* Action item
Whenever a line in the data below includes the string "Latches", copy it out.

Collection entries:
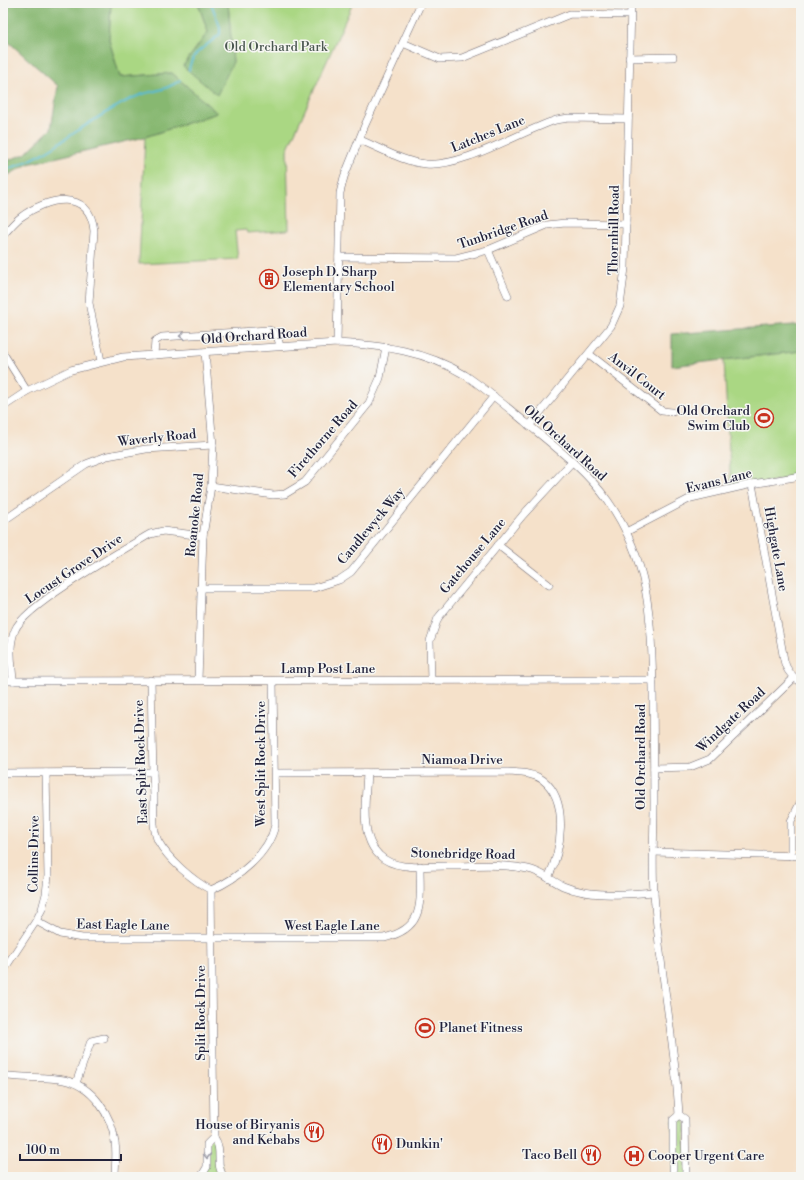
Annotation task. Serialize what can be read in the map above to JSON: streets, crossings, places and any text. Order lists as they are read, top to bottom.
{
  "streets": {
    "street": [
      "Latches Lane",
      "Tunbridge Road",
      "Thornhill Road",
      "Old Orchard Road",
      "Anvil Court",
      "Waverly Road",
      "Firethorne Road",
      "Evans Lane",
      "Roanoke Road",
      "Candlewyck Way",
      "Highgate Lane",
      "Gatehouse Lane",
      "Locust Grove Drive",
      "Lamp Post Lane",
      "Windgate Road",
      "Niamoa Drive",
      "East Split Rock Drive",
      "West Split Rock Drive",
      "Collins Drive",
      "Stonebridge Road",
      "East Eagle Lane",
      "West Eagle Lane",
      "Split Rock Drive"
    ]
  },
  "crossings": [
    ["Latches Lane", "Thornhill Road"],
    ["Tunbridge Road", "Thornhill Road"],
    ["Thornhill Road", "Old Orchard Road"],
    ["Thornhill Road", "Anvil Court"],
    ["Old Orchard Road", "Firethorne Road"],
    ["Old Orchard Road", "Evans Lane"],
    ["Old Orchard Road", "Roanoke Road"],
    ["Old Orchard Road", "Candlewyck Way"],
    ["Old Orchard Road", "Gatehouse Lane"],
    ["Old Orchard Road", "Lamp Post Lane"],
    ["Old Orchard Road", "Windgate Road"],
    ["Old Orchard Road", "Stonebridge Road"],
    ["Waverly Road", "Roanoke Road"],
    ["Firethorne Road", "Roanoke Road"],
    ["Evans Lane", "Highgate Lane"],
    ["Roanoke Road", "Candlewyck Way"],
    ["Roanoke Road", "Locust Grove Drive"],
    ["Roanoke Road", "Lamp Post Lane"],
    ["Highgate Lane", "Windgate Road"],
    ["Gatehouse Lane", "Lamp Post Lane"],
    ["Locust Grove Drive", "Lamp Post Lane"],
    ["Lamp Post Lane", "East Split Rock Drive"],
    ["Lamp Post Lane", "West Split Rock Drive"],
    ["Niamoa Drive", "West Split Rock Drive"],
    ["Niamoa Drive", "Stonebridge Road"],
    ["East Split Rock Drive", "West Split Rock Drive"],
    ["East Split Rock Drive", "Split Rock Drive"],
    ["West Split Rock Drive", "Split Rock Drive"],
    ["Collins Drive", "East Eagle Lane"],
    ["Stonebridge Road", "West Eagle Lane"],
    ["East Eagle Lane", "West Eagle Lane"],
    ["East Eagle Lane", "Split Rock Drive"],
    ["West Eagle Lane", "Split Rock Drive"]
  ],
  "parks": ["Old Orchard Park"],
  "places": {
    "building": ["Joseph D. Sharp Elementary School"],
    "sports": ["Old Orchard Swim Club", "Planet Fitness"],
    "restaurant": ["House of Biryanis and Kebabs", "Dunkin'", "Taco Bell"],
    "hospital": ["Cooper Urgent Care"]
  },
  "scale_bar": "100 m"
}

* Reply
      "Latches Lane",
    ["Latches Lane", "Thornhill Road"],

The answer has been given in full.